A vivência dos tempos de covid-19 desencadeou uma forte dinâmica linguística que se espraiou na criação de metáforas relacionadas com o novo quotidiano. Este facto teve lugar porque a metáfora não é apenas uma figura de retórica disponível de forma quase ornamental para usar em textos literários. Muito para além disso, a metáfora é um instrumento fundamental da cognição que se manifesta na linguagem comum, no pensamento e na ação humana1.
As metáforas estruturam a visão do mundo e denunciam-na, pois, muitas vezes, os falantes não as constroem sequer de forma consciente. O processamento do campo concetual metafórico pode acontecer de forma mais ou menos automática, pelo recurso à criação de um paralelismo entre duas realidades, que o ser humano desenha com base nos seus conhecimentos, cultura e vivências. A aproximação de uma realidade nova ou desconhecida a uma realidade já conhecida parece facilitar a compreensão porque é mais fácil conhecer as várias dimensões da novidade trilhando um caminho já conhecido.
A pandemia que se vive atualmente apresentou-se como um fenómeno ímpar e misterioso, o que fez dela um caminho fértil para o desenho de metáforas. Foi assim que o ser humano começou por se apropriar desta nova realidade associando-a ao conceito de guerra. Ainda que não tenha vivido na primeira pessoa uma situação de conflito armado, o ser humano tem facilidade em aceder ao seu esquema concetual de base. Este permite falar da nova realidade mostrando toda a periculosidade que envolve. Pode, assim, descrever-se a crise sanitária como «uma guerra», de forma mais visualista, afirmar-se que estamos num «campo de batalha» ou, invocando uma guerra brutal e mortífera, anunciar que nos encontramos nas «linhas de trincheira».
Como em qualquer campo bélico, a covid-19 envolve sempre dois lados, o do «inimigo» e o nosso. E a perspetiva é sempre esta: os seres humanos todos de um lado e os vírus todos do outro. Há os bons (somos nós – e este é o pronome mais usado para referir os “aliados”) e os maus (os vírus), que engendraram uma «invasão das nossas vidas» que «desencadeou a batalha». Esta concetualização do vírus como o «vilão» da história permite caracterizá-lo como «ubíquo», «perigoso e volátil» e até «invisível». Já os “bons” são os «companheiros de guerra» e aqueles que «resistem juntos».
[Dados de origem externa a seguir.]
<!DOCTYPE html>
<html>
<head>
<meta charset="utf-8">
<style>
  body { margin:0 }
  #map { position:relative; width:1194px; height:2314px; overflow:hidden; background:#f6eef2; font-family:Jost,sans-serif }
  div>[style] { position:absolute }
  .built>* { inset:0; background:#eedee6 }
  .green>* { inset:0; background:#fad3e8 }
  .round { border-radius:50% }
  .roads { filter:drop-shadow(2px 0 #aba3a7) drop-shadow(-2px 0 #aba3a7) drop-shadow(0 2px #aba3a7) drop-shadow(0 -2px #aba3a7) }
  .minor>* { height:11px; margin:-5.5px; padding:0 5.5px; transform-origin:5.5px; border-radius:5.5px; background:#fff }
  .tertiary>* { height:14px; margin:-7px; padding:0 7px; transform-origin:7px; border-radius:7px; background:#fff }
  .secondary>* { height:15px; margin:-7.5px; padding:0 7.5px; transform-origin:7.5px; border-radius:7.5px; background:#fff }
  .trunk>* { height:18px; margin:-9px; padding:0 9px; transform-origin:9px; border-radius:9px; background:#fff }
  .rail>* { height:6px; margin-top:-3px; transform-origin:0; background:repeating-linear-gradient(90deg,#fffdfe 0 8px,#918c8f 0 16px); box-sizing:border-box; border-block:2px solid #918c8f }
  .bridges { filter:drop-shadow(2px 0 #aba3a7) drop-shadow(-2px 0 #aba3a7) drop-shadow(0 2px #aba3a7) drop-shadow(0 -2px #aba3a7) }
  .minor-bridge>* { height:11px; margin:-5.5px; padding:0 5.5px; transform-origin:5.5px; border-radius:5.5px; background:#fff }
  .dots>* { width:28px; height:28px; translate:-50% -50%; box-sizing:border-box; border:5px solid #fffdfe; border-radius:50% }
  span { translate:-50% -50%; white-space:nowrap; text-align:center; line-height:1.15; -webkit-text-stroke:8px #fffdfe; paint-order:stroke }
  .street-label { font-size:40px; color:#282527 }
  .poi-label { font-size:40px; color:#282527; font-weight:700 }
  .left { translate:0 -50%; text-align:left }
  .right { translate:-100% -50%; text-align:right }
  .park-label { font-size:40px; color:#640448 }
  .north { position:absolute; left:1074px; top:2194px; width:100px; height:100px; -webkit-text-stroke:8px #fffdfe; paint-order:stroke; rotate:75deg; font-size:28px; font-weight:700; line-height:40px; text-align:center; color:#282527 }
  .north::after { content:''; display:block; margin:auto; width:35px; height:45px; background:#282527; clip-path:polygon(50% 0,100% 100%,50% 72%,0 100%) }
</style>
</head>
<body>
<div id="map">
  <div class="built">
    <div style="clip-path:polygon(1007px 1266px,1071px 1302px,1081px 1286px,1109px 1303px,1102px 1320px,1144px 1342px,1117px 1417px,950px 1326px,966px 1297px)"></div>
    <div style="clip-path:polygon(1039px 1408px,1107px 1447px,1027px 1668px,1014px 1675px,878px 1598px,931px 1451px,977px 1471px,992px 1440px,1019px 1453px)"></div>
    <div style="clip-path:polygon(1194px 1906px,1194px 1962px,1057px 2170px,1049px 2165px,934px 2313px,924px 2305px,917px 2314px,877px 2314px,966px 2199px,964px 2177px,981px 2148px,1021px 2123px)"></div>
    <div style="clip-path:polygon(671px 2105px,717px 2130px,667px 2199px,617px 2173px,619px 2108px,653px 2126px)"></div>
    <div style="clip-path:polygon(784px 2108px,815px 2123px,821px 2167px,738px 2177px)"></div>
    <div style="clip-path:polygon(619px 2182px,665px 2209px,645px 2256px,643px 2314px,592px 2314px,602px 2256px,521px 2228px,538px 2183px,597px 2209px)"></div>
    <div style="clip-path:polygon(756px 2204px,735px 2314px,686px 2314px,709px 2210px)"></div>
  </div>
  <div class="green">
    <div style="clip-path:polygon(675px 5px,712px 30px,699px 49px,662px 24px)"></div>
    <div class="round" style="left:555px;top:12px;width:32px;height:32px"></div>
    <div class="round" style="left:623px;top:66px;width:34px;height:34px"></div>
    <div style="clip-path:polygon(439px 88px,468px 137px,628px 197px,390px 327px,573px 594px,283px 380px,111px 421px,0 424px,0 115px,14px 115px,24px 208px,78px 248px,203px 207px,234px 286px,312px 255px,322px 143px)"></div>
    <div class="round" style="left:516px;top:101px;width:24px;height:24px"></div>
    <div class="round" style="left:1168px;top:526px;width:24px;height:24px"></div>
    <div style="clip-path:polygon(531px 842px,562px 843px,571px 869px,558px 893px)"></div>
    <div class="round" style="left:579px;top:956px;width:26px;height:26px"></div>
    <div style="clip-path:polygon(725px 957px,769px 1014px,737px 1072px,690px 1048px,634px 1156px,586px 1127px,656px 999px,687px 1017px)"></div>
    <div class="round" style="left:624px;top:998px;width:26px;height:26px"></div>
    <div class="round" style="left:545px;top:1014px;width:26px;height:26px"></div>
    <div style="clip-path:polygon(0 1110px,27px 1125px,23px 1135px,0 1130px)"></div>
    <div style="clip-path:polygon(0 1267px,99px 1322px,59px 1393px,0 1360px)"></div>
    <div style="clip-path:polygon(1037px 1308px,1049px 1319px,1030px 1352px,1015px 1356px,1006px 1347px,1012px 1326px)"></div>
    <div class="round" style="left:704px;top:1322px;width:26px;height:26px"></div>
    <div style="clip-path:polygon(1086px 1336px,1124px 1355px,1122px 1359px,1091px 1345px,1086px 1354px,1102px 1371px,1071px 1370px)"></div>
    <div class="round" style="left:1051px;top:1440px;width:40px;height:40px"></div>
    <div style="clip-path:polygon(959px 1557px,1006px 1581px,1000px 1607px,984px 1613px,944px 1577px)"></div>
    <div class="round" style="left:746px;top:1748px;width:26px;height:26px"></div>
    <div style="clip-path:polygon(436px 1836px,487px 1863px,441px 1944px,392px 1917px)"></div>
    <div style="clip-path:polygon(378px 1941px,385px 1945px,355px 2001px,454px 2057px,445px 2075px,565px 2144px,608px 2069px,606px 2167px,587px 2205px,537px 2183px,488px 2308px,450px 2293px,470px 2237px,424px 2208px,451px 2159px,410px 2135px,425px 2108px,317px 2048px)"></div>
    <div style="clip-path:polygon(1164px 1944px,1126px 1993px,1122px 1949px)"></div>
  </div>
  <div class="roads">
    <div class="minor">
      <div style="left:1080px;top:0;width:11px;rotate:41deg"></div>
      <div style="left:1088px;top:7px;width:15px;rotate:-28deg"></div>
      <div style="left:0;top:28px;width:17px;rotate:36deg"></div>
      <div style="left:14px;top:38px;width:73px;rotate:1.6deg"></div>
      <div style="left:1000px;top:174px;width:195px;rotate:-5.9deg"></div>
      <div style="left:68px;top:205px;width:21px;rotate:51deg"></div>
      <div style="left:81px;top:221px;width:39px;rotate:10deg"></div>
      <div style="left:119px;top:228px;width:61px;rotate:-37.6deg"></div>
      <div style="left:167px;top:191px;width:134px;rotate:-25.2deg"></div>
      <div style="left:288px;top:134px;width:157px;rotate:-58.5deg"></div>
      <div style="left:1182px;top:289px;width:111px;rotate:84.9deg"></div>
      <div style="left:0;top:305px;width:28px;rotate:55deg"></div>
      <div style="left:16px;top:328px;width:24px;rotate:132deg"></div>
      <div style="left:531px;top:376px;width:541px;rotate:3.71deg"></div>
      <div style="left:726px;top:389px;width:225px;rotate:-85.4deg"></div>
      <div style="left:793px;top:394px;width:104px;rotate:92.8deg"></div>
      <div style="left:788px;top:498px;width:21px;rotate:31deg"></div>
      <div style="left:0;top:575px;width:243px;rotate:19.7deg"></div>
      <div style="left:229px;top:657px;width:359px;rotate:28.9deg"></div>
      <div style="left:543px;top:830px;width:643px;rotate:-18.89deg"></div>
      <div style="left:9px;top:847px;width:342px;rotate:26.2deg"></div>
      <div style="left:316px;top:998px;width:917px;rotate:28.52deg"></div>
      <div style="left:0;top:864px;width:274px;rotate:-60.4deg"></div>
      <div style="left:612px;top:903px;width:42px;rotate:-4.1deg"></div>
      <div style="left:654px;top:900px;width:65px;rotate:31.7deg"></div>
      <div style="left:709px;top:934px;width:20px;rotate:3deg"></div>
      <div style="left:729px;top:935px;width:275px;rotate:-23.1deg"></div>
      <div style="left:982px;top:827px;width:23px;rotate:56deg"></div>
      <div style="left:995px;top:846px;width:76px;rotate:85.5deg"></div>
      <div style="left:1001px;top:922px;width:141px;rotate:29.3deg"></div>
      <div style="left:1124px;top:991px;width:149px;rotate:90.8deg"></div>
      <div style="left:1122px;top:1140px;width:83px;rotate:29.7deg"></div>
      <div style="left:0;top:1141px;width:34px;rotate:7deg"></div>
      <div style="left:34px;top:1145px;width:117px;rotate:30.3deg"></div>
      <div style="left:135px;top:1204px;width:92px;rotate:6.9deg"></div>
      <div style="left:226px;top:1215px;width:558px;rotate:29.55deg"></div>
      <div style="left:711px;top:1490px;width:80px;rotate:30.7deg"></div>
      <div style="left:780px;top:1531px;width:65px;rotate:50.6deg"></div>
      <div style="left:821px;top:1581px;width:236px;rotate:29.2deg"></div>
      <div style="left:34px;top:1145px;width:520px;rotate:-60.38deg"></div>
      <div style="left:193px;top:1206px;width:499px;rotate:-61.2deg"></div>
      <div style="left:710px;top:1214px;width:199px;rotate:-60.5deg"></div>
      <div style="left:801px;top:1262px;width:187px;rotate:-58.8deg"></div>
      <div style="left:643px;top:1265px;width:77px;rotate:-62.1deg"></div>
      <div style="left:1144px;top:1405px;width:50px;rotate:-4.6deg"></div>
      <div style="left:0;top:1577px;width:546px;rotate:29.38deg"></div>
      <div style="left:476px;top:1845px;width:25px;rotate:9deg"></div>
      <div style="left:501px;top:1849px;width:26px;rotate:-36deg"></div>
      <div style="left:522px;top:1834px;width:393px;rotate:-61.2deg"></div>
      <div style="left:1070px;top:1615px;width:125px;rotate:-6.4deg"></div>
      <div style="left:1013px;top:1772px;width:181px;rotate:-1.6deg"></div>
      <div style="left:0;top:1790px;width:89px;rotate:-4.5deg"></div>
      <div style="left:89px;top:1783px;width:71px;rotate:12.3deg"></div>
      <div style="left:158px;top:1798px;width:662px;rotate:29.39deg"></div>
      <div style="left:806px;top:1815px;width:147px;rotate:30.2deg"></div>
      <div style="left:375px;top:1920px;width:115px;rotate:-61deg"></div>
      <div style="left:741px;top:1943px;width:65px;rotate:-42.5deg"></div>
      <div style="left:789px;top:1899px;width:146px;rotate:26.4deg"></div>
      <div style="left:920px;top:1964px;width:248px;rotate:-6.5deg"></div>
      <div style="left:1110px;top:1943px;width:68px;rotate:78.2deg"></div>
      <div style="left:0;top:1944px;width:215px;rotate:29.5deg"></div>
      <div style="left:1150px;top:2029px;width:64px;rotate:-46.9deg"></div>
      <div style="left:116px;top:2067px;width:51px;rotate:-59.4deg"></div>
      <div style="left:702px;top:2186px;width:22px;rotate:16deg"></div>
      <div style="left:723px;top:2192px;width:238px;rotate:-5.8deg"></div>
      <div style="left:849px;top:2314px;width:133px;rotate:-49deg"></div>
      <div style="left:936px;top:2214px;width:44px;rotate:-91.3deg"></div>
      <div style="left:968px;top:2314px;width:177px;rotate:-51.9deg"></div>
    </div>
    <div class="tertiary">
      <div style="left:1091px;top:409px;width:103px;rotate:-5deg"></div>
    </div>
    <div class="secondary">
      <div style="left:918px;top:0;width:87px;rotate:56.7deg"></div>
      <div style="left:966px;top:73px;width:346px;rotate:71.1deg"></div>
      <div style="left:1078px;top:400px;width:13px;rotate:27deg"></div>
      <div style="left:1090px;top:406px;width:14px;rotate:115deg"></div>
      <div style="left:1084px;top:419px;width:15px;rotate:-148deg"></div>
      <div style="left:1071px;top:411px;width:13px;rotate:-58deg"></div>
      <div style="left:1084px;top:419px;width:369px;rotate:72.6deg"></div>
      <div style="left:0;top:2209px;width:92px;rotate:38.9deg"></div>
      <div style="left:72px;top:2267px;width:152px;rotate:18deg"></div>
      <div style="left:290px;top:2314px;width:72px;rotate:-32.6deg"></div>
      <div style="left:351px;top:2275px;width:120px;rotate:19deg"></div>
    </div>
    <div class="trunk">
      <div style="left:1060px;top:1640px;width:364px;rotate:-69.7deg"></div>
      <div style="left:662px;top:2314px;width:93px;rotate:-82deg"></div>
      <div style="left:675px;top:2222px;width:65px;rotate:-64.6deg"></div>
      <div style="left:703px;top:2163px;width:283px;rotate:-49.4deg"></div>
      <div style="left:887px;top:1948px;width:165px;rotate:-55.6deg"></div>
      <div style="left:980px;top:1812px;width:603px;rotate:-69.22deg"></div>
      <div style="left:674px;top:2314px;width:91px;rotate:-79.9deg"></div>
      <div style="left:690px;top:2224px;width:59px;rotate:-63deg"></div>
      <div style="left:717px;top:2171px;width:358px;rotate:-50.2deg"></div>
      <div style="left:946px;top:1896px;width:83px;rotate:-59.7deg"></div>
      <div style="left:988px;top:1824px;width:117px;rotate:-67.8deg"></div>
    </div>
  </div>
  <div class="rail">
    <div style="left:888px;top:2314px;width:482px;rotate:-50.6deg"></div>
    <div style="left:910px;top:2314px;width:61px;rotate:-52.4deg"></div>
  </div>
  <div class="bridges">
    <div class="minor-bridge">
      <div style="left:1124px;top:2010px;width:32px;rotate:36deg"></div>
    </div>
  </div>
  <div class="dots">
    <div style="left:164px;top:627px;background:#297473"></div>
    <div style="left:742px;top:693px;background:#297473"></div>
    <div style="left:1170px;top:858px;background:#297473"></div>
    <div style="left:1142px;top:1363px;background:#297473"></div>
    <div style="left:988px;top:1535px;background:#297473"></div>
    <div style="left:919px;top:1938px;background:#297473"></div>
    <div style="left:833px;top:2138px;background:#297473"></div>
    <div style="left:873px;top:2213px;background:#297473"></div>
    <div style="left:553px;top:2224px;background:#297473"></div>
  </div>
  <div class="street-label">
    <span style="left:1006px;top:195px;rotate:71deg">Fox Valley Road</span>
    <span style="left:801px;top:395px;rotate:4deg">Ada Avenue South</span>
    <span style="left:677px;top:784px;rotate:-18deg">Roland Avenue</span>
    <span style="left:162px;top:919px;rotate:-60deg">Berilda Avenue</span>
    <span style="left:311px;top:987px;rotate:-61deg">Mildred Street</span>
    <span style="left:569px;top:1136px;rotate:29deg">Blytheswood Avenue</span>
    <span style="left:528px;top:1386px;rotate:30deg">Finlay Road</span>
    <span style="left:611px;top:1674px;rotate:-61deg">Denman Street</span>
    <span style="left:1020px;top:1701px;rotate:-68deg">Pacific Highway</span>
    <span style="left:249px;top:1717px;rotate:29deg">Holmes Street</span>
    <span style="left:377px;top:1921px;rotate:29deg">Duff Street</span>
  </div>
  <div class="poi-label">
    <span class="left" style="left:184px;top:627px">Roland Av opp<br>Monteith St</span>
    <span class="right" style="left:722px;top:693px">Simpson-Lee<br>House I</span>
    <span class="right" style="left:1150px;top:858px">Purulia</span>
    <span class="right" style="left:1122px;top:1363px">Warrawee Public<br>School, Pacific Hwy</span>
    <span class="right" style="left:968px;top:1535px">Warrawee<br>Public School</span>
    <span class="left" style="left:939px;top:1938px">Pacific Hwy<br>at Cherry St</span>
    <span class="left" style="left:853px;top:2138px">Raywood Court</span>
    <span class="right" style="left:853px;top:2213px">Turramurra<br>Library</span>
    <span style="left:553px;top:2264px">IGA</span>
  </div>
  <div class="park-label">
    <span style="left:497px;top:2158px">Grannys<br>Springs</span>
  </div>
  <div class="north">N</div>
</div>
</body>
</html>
Exatamente como em qualquer contexto de guerra, há momentos em que «é preciso recuar», há «cenários que fazem soar o alarme» e há quem esteja «na linha da frente». E como em qualquer guerra, temos de nos «defender dos ataques» e se a «covid mata», nós vamos construindo «vitórias contra o coronavírus» e acabaremos por «vencer a doença» porque «não somos fáceis de abater».
O impacto da chegada do vírus e o seu efeito avassalador vai sendo desenhado por outros campos concetuais que pretendem focalizar o seu impacto brutal. Um deles ativa o domínio das catástrofes naturais, colocando a tónica na sua vertiginosa ação destruidora. É assim que se fala em «tsunami coronavírus», «tempestade pandémica» e até no «inverno mais negro» e se diz que «uma avalanche se abateu sobre o sistema de saúde» ou que a zona covid dos hospitais é o «olho do furacão».
A situação que se vive foi tão inesperada e imprevisível que quase parece irreal, o que permite ativar metáforas que convocam outras dimensões para além do factual, como a onírica («o tempo parou num sonho» ou «isto é um pesadelo») ou a religiosa / mitológica («fui ao inferno e voltei», «o inferno dos hospitais»).
Guerra, catástrofe natural, pesadelo ou castigo divino são alguns dos desenhos concetuais que permitem ao ser humano conhecer melhor o «monstro». Conhecer melhor o «inimigo» é sempre meio caminho andado para lhe fazer frente e a linguagem é, com efeito, fonte de conhecimento e compreensão. Uma boa «arma», portanto.
1. Perspetiva defendida por Reddy (1979) “The conduit metaphor – A case of frame conflict” in A. Ortony (ed.) Metaphor and Thought. Cambridge, C.U.P. e Lakoff e Turner (1980) Metaphors we live by. Chicago, The University of Chicago Press.